MATERIAL FOR THIS EXERCISE:
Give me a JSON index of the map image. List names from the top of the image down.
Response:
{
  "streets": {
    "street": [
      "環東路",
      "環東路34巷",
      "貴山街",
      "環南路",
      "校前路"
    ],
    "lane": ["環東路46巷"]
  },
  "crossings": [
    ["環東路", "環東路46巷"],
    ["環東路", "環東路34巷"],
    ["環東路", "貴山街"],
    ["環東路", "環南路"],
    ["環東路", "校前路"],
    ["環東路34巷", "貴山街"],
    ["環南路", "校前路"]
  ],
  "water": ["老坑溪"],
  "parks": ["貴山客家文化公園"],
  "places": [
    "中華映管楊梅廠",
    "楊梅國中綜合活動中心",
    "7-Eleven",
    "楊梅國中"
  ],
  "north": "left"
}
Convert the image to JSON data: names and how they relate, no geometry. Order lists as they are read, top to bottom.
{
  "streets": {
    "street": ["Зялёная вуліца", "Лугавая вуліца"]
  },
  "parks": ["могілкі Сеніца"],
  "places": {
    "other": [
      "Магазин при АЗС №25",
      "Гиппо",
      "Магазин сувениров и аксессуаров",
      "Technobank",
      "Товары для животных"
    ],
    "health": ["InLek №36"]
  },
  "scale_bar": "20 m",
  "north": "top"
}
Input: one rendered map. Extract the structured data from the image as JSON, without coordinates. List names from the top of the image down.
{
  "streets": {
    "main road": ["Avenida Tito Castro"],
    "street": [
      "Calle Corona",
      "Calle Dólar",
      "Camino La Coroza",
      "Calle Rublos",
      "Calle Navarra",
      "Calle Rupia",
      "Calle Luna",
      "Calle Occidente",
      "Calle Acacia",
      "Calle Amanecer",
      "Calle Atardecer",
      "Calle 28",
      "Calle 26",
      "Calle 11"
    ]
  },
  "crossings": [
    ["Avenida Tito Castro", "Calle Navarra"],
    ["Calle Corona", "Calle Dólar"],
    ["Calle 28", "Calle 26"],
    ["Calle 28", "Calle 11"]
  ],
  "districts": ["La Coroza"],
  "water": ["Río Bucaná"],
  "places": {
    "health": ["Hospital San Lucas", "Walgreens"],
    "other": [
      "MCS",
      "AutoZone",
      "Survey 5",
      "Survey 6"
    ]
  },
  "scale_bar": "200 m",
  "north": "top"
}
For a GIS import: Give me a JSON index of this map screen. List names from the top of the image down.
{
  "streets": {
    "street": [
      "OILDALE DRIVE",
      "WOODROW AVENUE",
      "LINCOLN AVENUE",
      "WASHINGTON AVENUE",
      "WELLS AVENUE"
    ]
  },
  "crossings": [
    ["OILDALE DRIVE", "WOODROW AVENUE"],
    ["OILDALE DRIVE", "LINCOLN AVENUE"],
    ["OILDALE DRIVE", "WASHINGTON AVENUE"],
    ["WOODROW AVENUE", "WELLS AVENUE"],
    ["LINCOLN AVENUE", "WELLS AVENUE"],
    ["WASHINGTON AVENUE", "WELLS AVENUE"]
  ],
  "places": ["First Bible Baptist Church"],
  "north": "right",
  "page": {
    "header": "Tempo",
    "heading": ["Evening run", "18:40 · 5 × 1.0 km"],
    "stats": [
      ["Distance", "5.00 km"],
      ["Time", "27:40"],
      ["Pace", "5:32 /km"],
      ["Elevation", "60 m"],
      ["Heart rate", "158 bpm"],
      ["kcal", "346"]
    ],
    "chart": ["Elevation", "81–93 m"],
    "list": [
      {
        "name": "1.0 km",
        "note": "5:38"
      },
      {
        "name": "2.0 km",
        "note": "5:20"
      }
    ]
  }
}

DESCRIPTION OF THE TASK:
If a line appears above, it belongs in your answer, printed exactly.

ANSWER SECTION:
Give me a JSON index of the map image. List names from the top of the image down.
Response:
{
  "streets": {
    "street": [
      "環東路",
      "環東路34巷",
      "貴山街",
      "環南路",
      "校前路"
    ],
    "lane": ["環東路46巷"]
  },
  "crossings": [
    ["環東路", "環東路46巷"],
    ["環東路", "環東路34巷"],
    ["環東路", "貴山街"],
    ["環東路", "環南路"],
    ["環東路", "校前路"],
    ["環東路34巷", "貴山街"],
    ["環南路", "校前路"]
  ],
  "water": ["老坑溪"],
  "parks": ["貴山客家文化公園"],
  "places": [
    "中華映管楊梅廠",
    "楊梅國中綜合活動中心",
    "7-Eleven",
    "楊梅國中"
  ],
  "north": "left"
}
Convert the image to JSON data: names and how they relate, no geometry. Order lists as they are read, top to bottom.
{
  "streets": {
    "street": ["Зялёная вуліца", "Лугавая вуліца"]
  },
  "parks": ["могілкі Сеніца"],
  "places": {
    "other": [
      "Магазин при АЗС №25",
      "Гиппо",
      "Магазин сувениров и аксессуаров",
      "Technobank",
      "Товары для животных"
    ],
    "health": ["InLek №36"]
  },
  "scale_bar": "20 m",
  "north": "top"
}
Input: one rendered map. Extract the structured data from the image as JSON, without coordinates. List names from the top of the image down.
{
  "streets": {
    "main road": ["Avenida Tito Castro"],
    "street": [
      "Calle Corona",
      "Calle Dólar",
      "Camino La Coroza",
      "Calle Rublos",
      "Calle Navarra",
      "Calle Rupia",
      "Calle Luna",
      "Calle Occidente",
      "Calle Acacia",
      "Calle Amanecer",
      "Calle Atardecer",
      "Calle 28",
      "Calle 26",
      "Calle 11"
    ]
  },
  "crossings": [
    ["Avenida Tito Castro", "Calle Navarra"],
    ["Calle Corona", "Calle Dólar"],
    ["Calle 28", "Calle 26"],
    ["Calle 28", "Calle 11"]
  ],
  "districts": ["La Coroza"],
  "water": ["Río Bucaná"],
  "places": {
    "health": ["Hospital San Lucas", "Walgreens"],
    "other": [
      "MCS",
      "AutoZone",
      "Survey 5",
      "Survey 6"
    ]
  },
  "scale_bar": "200 m",
  "north": "top"
}
For a GIS import: Give me a JSON index of this map screen. List names from the top of the image down.
{
  "streets": {
    "street": [
      "OILDALE DRIVE",
      "WOODROW AVENUE",
      "LINCOLN AVENUE",
      "WASHINGTON AVENUE",
      "WELLS AVENUE"
    ]
  },
  "crossings": [
    ["OILDALE DRIVE", "WOODROW AVENUE"],
    ["OILDALE DRIVE", "LINCOLN AVENUE"],
    ["OILDALE DRIVE", "WASHINGTON AVENUE"],
    ["WOODROW AVENUE", "WELLS AVENUE"],
    ["LINCOLN AVENUE", "WELLS AVENUE"],
    ["WASHINGTON AVENUE", "WELLS AVENUE"]
  ],
  "places": ["First Bible Baptist Church"],
  "north": "right",
  "page": {
    "header": "Tempo",
    "heading": ["Evening run", "18:40 · 5 × 1.0 km"],
    "stats": [
      ["Distance", "5.00 km"],
      ["Time", "27:40"],
      ["Pace", "5:32 /km"],
      ["Elevation", "60 m"],
      ["Heart rate", "158 bpm"],
      ["kcal", "346"]
    ],
    "chart": ["Elevation", "81–93 m"],
    "list": [
      {
        "name": "1.0 km",
        "note": "5:38"
      },
      {
        "name": "2.0 km",
        "note": "5:20"
      }
    ]
  }
}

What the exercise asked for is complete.